W 2020 roku oddano do użytkowania 527 nowych budynków biurowych, co oznaczało spadek o 8,2% względem roku 2019. W omawianym okresie oddano też do eksploatacji 2652 nowe budynki handlowo-usługowe (spadek o 6,6% r./r.). Eksperci oceniają, że pandemia pokazała konieczność bardziej elastycznego podejścia do tworzenia planów miejscowych.
– W czasach COVID-19 zapotrzebowanie na lokale biurowe czy usługowe zauważalnie spadło, co na pewno przełoży się na decyzje inwestorów o odłożeniu nowych inwestycji komercyjnych w czasie. Warto wspomnieć, że nawet już teraz deweloperzy mają większe trudności z wynajęciem części przestrzeni biurowych i handlowo-usługowych. Wydaje się zatem, że w konsekwencji pandemii ustawodawcy powinni bardziej elastycznie niż dotychczas podchodzić do tematu planowania przestrzennego i zapisów w planach miejscowych, by przeznaczenie terenów nie było z góry „sztywno” ustalone. Taki zabieg da możliwości bardziej płynnego dostosowania realizowanych inwestycji do aktualnych i przyszłych trendów rynkowych – podkreśla Natalia Sawicka, dyrektor sprzedaży i marketingu Angel Poland Group w Wrocławiu.
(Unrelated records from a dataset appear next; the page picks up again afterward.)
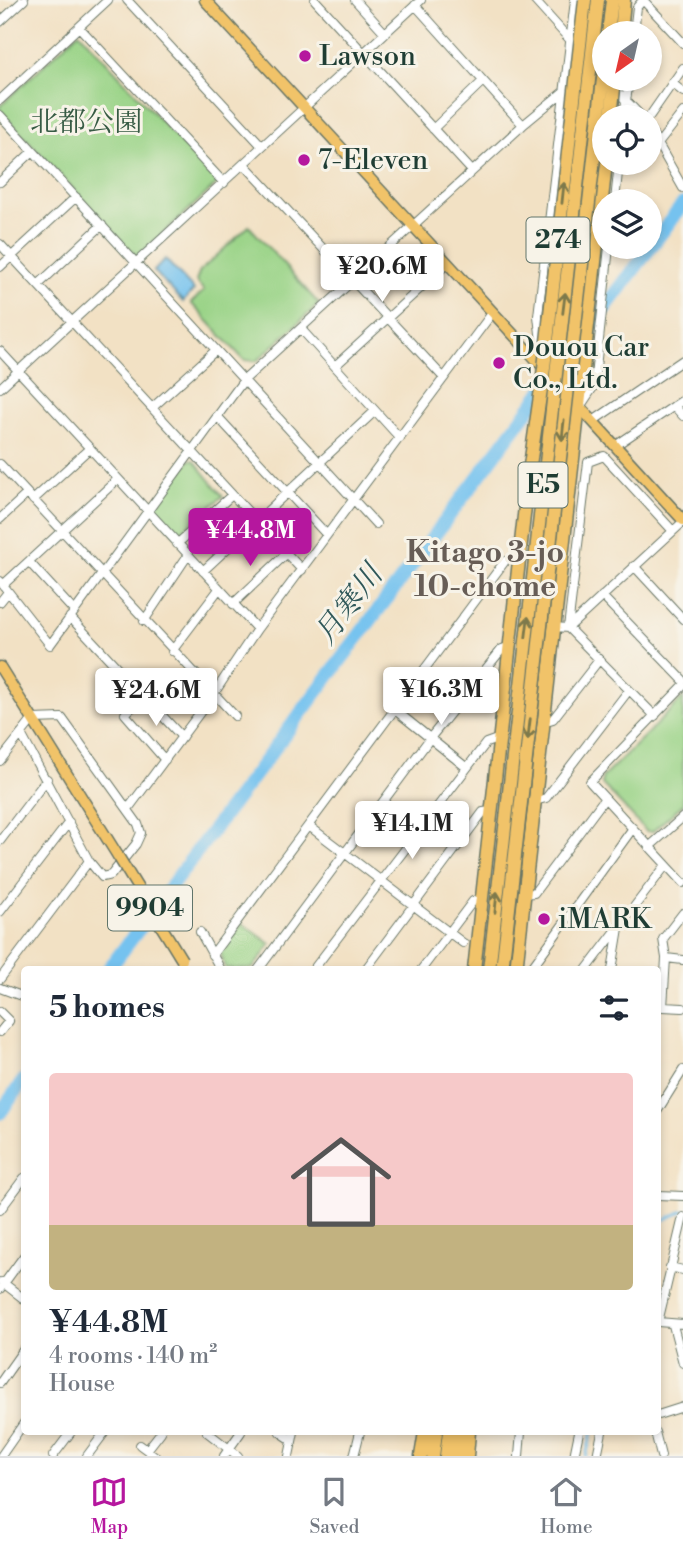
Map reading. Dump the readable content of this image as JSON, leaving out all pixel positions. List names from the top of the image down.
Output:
{
  "streets": {
    "highway": ["274", "E5"],
    "main road": ["9904"]
  },
  "districts": ["Kitago 3-jo 10-chome"],
  "water": ["月寒川"],
  "parks": ["北都公園"],
  "places": [
    "Lawson",
    "7-Eleven",
    "Douou Car Co., Ltd.",
    "iMARK"
  ],
  "north": "bottom left",
  "page": {
    "price": [
      "¥20.6M",
      "¥44.8M",
      "¥16.3M",
      "¥24.6M",
      "¥14.1M"
    ],
    "heading": "5 homes",
    "list": [
      {
        "name": "¥44.8M",
        "note": "4 rooms · 140 m² · House"
      }
    ],
    "tabs": ["Map", "Saved", "Home"]
  }
}
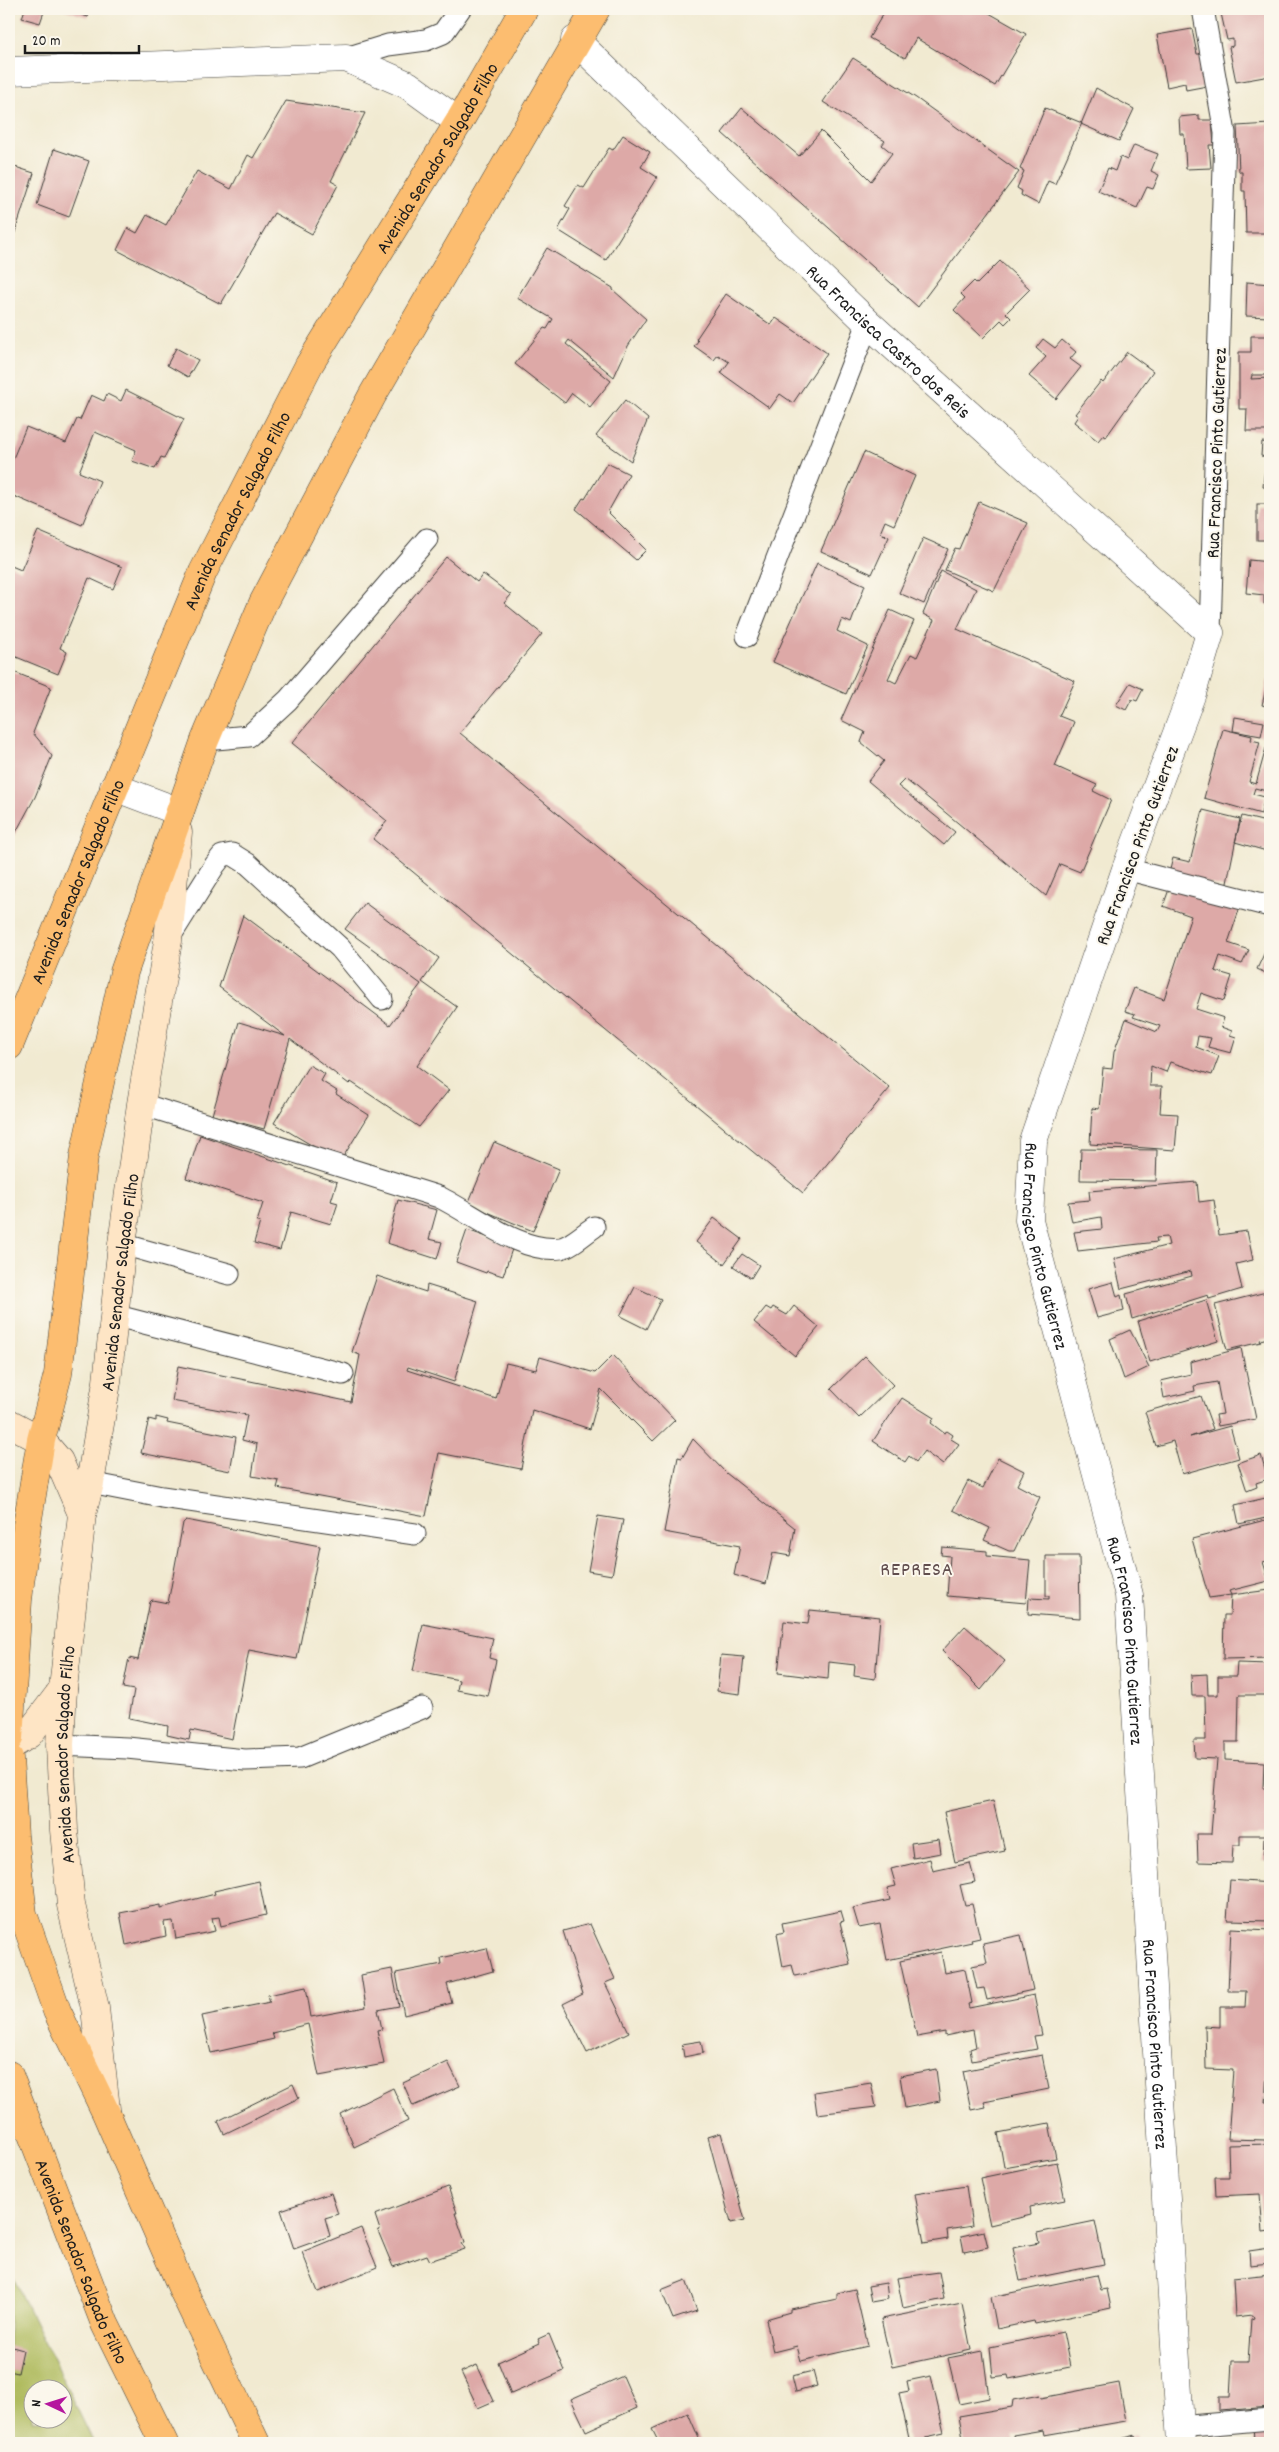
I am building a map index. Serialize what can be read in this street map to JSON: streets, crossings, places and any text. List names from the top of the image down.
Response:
{
  "streets": {
    "main road": ["Avenida Senador Salgado Filho"],
    "street": ["Rua Francisca Castro dos Reis", "Rua Francisco Pinto Gutierrez"]
  },
  "crossings": [
    ["Avenida Senador Salgado Filho", "Rua Francisca Castro dos Reis"],
    ["Rua Francisca Castro dos Reis", "Rua Francisco Pinto Gutierrez"]
  ],
  "districts": ["REPRESA"],
  "scale_bar": "20 m",
  "north": "left"
}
Niezależnie od przeznaczenia nowych mieszkań, zgodnie z danymi GUS, porównanie danych dla poszczególnych województw w ujęciu bezwzględnym wskazuje, że najwięcej nowych mieszkań wybudowano w mazowieckim (21,1% wartości krajowej), wielkopolskim (10,0%) i dolnośląskim (9,9%). Wskaźnik nasilenia budownictwa mieszkaniowego, wyrażony liczbą mieszkań oddanych do użytkowania w przeliczeniu na 1 tys. ludności2, wyniósł dla Polski 5,8. Największe wartości odnotowano w województwach: mazowieckim (8,6), pomorskim (8,1) oraz dolnośląskim (7,5); najmniejsze w: opolskim (2,7), świętokrzyskim (3,2) i śląskim (4,1).